[Data for analysis — start]
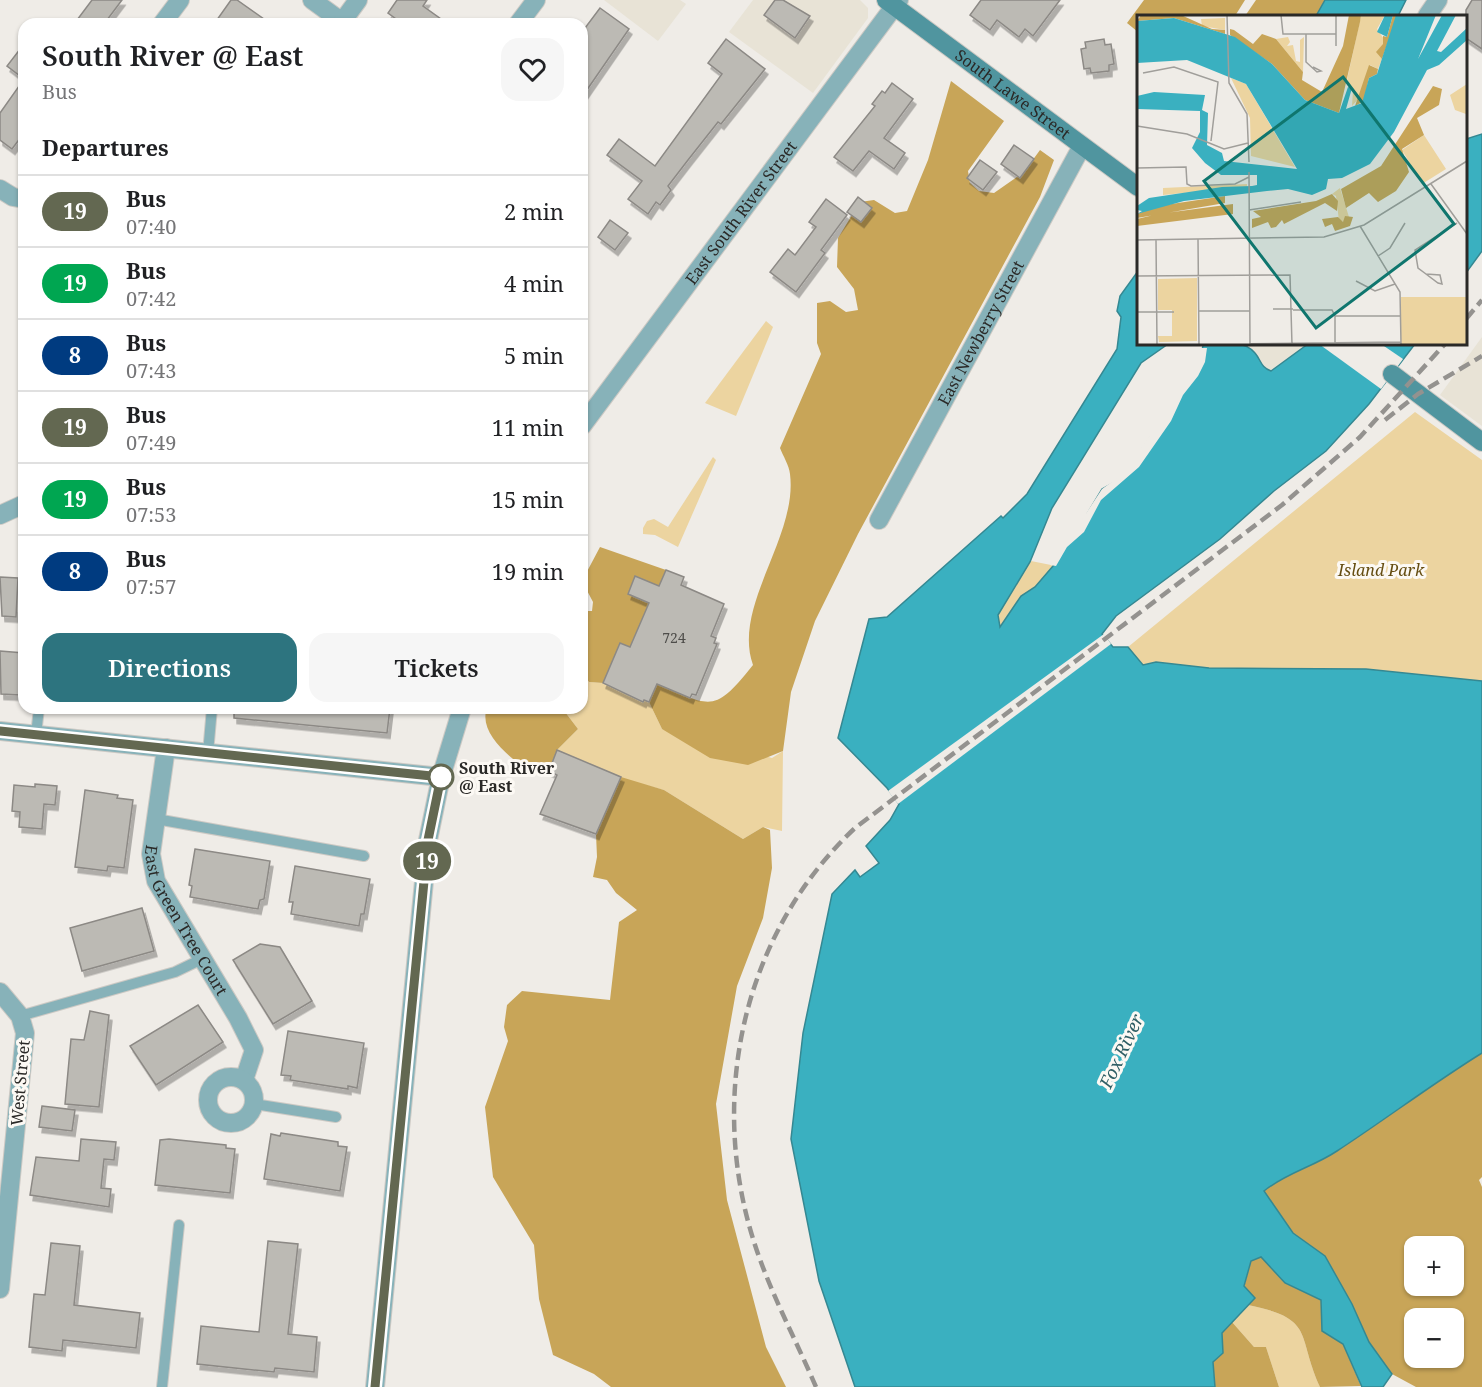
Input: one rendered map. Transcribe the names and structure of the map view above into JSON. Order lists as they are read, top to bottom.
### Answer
{
  "streets": {
    "main road": ["South Lawe Street"],
    "street": [
      "East South River Street",
      "East Newberry Street",
      "East Green Tree Court",
      "West Street"
    ]
  },
  "crossings": [
    ["South Lawe Street", "East South River Street"],
    ["South Lawe Street", "East Newberry Street"]
  ],
  "water": ["Fox River"],
  "parks": ["Island Park"],
  "places": ["South River @ East"],
  "lines": ["bus line 19"],
  "house_numbers": ["724"],
  "page": {
    "on_map": "19",
    "heading": [
      ["South River @ East", "Bus"],
      "Departures"
    ],
    "list": [
      {
        "mark": "19",
        "name": "Bus",
        "note": "07:40",
        "value": "2 min"
      },
      {
        "mark": "19",
        "name": "Bus",
        "note": "07:42",
        "value": "4 min"
      },
      {
        "mark": "8",
        "name": "Bus",
        "note": "07:43",
        "value": "5 min"
      },
      {
        "mark": "19",
        "name": "Bus",
        "note": "07:49",
        "value": "11 min"
      },
      {
        "mark": "19",
        "name": "Bus",
        "note": "07:53",
        "value": "15 min"
      },
      {
        "mark": "8",
        "name": "Bus",
        "note": "07:57",
        "value": "19 min"
      }
    ],
    "buttons": ["Directions", "Tickets"],
    "map_buttons": ["+", "−"]
  }
}
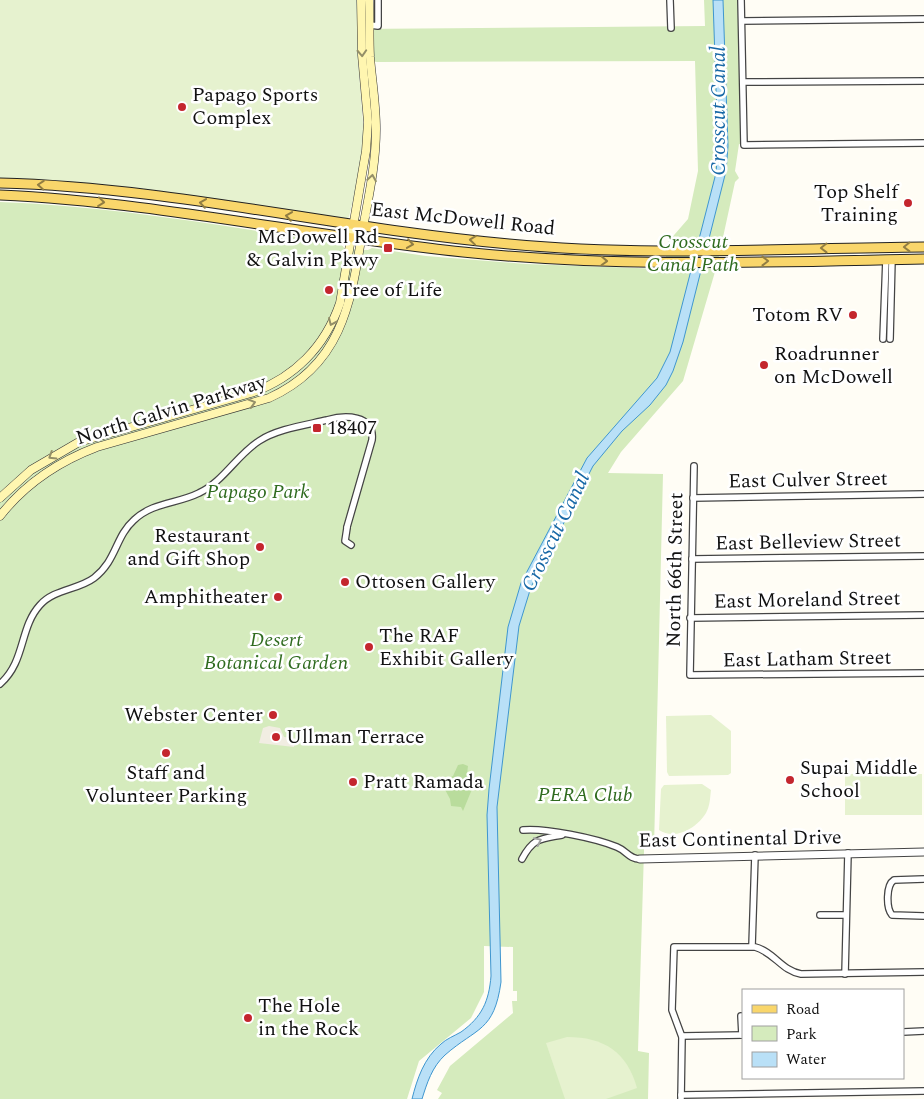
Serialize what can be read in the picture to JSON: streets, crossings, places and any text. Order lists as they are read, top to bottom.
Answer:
{
  "streets": {
    "main road": ["East McDowell Road", "North Galvin Parkway"],
    "street": [
      "East Culver Street",
      "East Belleview Street",
      "North 66th Street",
      "East Moreland Street",
      "East Latham Street",
      "East Continental Drive"
    ]
  },
  "crossings": [
    ["East McDowell Road", "North Galvin Parkway"],
    ["East Culver Street", "North 66th Street"],
    ["East Belleview Street", "North 66th Street"],
    ["North 66th Street", "East Moreland Street"],
    ["North 66th Street", "East Latham Street"]
  ],
  "water": ["Crosscut Canal"],
  "parks": [
    "Crosscut Canal Path",
    "Papago Park",
    "Desert Botanical Garden",
    "PERA Club"
  ],
  "places": {
    "other": [
      "Papago Sports Complex",
      "Top Shelf Training",
      "Tree of Life",
      "Totom RV",
      "Roadrunner on McDowell",
      "Restaurant and Gift Shop",
      "Ottosen Gallery",
      "Amphitheater",
      "The RAF Exhibit Gallery",
      "Webster Center",
      "Ullman Terrace",
      "Staff and Volunteer Parking",
      "Supai Middle School",
      "Pratt Ramada",
      "The Hole in the Rock"
    ],
    "transit": ["McDowell Rd & Galvin Pkwy", "18407"]
  },
  "legend": ["Road", "Park", "Water"]
}
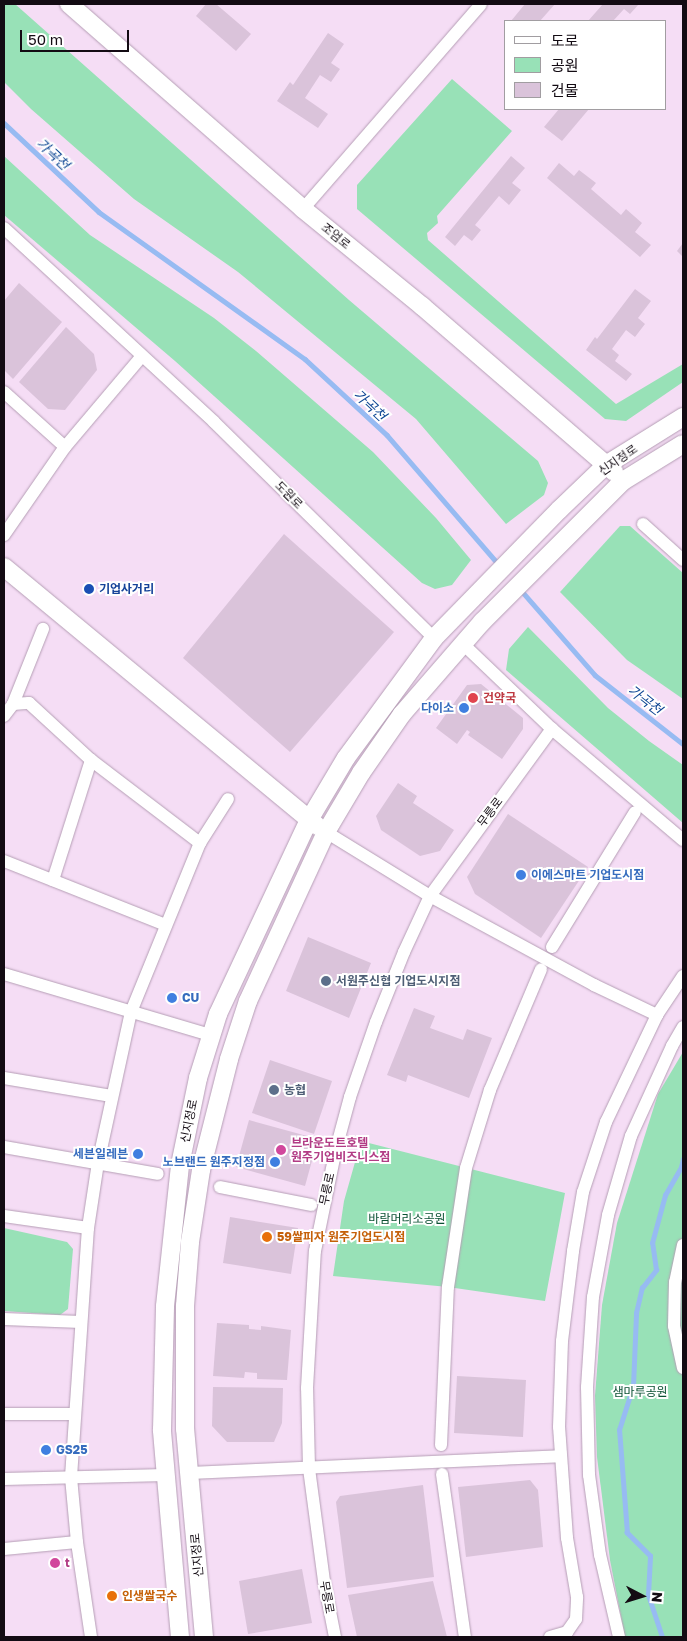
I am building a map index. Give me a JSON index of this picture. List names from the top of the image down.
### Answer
{
  "streets": {
    "street": [
      "조엄로",
      "신지정로",
      "도원로",
      "무릉로"
    ]
  },
  "crossings": [
    ["조엄로", "신지정로"],
    ["신지정로", "도원로"]
  ],
  "water": ["가곡천"],
  "parks": ["바람머리소공원", "샘마루공원"],
  "places": [
    "기업사거리",
    "건약국",
    "다이소",
    "이에스마트 기업도시점",
    "서원주신협 기업도시지점",
    "CU",
    "농협",
    "브라운도트호텔 원주기업비즈니스점",
    "세븐일레븐",
    "노브랜드 원주지정점",
    "59쌀피자 원주기업도시점",
    "GS25",
    "t",
    "인생쌀국수"
  ],
  "legend": ["도로", "공원", "건물"],
  "scale_bar": "50 m",
  "north": "right"
}
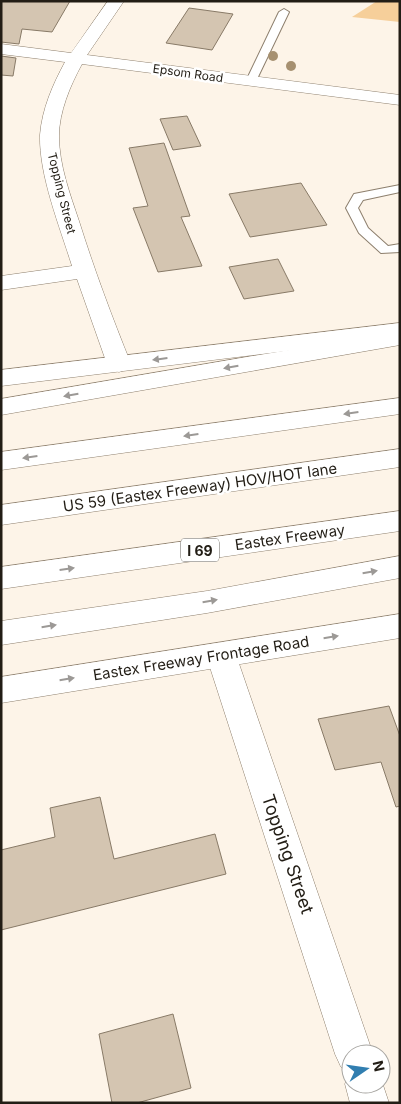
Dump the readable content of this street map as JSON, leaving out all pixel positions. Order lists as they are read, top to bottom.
{
  "streets": {
    "main road": [
      "Epsom Road",
      "Topping Street",
      "US 59 (Eastex Freeway) HOV/HOT lane",
      "Eastex Freeway",
      "I 69",
      "Eastex Freeway Frontage Road"
    ]
  },
  "crossings": [
    ["Epsom Road", "Topping Street"],
    ["Topping Street", "Eastex Freeway Frontage Road"]
  ],
  "north": "right"
}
[Data for analysis — finish]
Exercise requirements: Hand back every line of the material, exactly, without the pictures.

The completed task:
Input: one rendered map. Transcribe the names and structure of the map view above into JSON. Order lists as they are read, top to bottom.
### Answer
{
  "streets": {
    "main road": ["South Lawe Street"],
    "street": [
      "East South River Street",
      "East Newberry Street",
      "East Green Tree Court",
      "West Street"
    ]
  },
  "crossings": [
    ["South Lawe Street", "East South River Street"],
    ["South Lawe Street", "East Newberry Street"]
  ],
  "water": ["Fox River"],
  "parks": ["Island Park"],
  "places": ["South River @ East"],
  "lines": ["bus line 19"],
  "house_numbers": ["724"],
  "page": {
    "on_map": "19",
    "heading": [
      ["South River @ East", "Bus"],
      "Departures"
    ],
    "list": [
      {
        "mark": "19",
        "name": "Bus",
        "note": "07:40",
        "value": "2 min"
      },
      {
        "mark": "19",
        "name": "Bus",
        "note": "07:42",
        "value": "4 min"
      },
      {
        "mark": "8",
        "name": "Bus",
        "note": "07:43",
        "value": "5 min"
      },
      {
        "mark": "19",
        "name": "Bus",
        "note": "07:49",
        "value": "11 min"
      },
      {
        "mark": "19",
        "name": "Bus",
        "note": "07:53",
        "value": "15 min"
      },
      {
        "mark": "8",
        "name": "Bus",
        "note": "07:57",
        "value": "19 min"
      }
    ],
    "buttons": ["Directions", "Tickets"],
    "map_buttons": ["+", "−"]
  }
}
Serialize what can be read in the picture to JSON: streets, crossings, places and any text. Order lists as they are read, top to bottom.
Answer:
{
  "streets": {
    "main road": ["East McDowell Road", "North Galvin Parkway"],
    "street": [
      "East Culver Street",
      "East Belleview Street",
      "North 66th Street",
      "East Moreland Street",
      "East Latham Street",
      "East Continental Drive"
    ]
  },
  "crossings": [
    ["East McDowell Road", "North Galvin Parkway"],
    ["East Culver Street", "North 66th Street"],
    ["East Belleview Street", "North 66th Street"],
    ["North 66th Street", "East Moreland Street"],
    ["North 66th Street", "East Latham Street"]
  ],
  "water": ["Crosscut Canal"],
  "parks": [
    "Crosscut Canal Path",
    "Papago Park",
    "Desert Botanical Garden",
    "PERA Club"
  ],
  "places": {
    "other": [
      "Papago Sports Complex",
      "Top Shelf Training",
      "Tree of Life",
      "Totom RV",
      "Roadrunner on McDowell",
      "Restaurant and Gift Shop",
      "Ottosen Gallery",
      "Amphitheater",
      "The RAF Exhibit Gallery",
      "Webster Center",
      "Ullman Terrace",
      "Staff and Volunteer Parking",
      "Supai Middle School",
      "Pratt Ramada",
      "The Hole in the Rock"
    ],
    "transit": ["McDowell Rd & Galvin Pkwy", "18407"]
  },
  "legend": ["Road", "Park", "Water"]
}
I am building a map index. Give me a JSON index of this picture. List names from the top of the image down.
### Answer
{
  "streets": {
    "street": [
      "조엄로",
      "신지정로",
      "도원로",
      "무릉로"
    ]
  },
  "crossings": [
    ["조엄로", "신지정로"],
    ["신지정로", "도원로"]
  ],
  "water": ["가곡천"],
  "parks": ["바람머리소공원", "샘마루공원"],
  "places": [
    "기업사거리",
    "건약국",
    "다이소",
    "이에스마트 기업도시점",
    "서원주신협 기업도시지점",
    "CU",
    "농협",
    "브라운도트호텔 원주기업비즈니스점",
    "세븐일레븐",
    "노브랜드 원주지정점",
    "59쌀피자 원주기업도시점",
    "GS25",
    "t",
    "인생쌀국수"
  ],
  "legend": ["도로", "공원", "건물"],
  "scale_bar": "50 m",
  "north": "right"
}
Dump the readable content of this street map as JSON, leaving out all pixel positions. Order lists as they are read, top to bottom.
{
  "streets": {
    "main road": [
      "Epsom Road",
      "Topping Street",
      "US 59 (Eastex Freeway) HOV/HOT lane",
      "Eastex Freeway",
      "I 69",
      "Eastex Freeway Frontage Road"
    ]
  },
  "crossings": [
    ["Epsom Road", "Topping Street"],
    ["Topping Street", "Eastex Freeway Frontage Road"]
  ],
  "north": "right"
}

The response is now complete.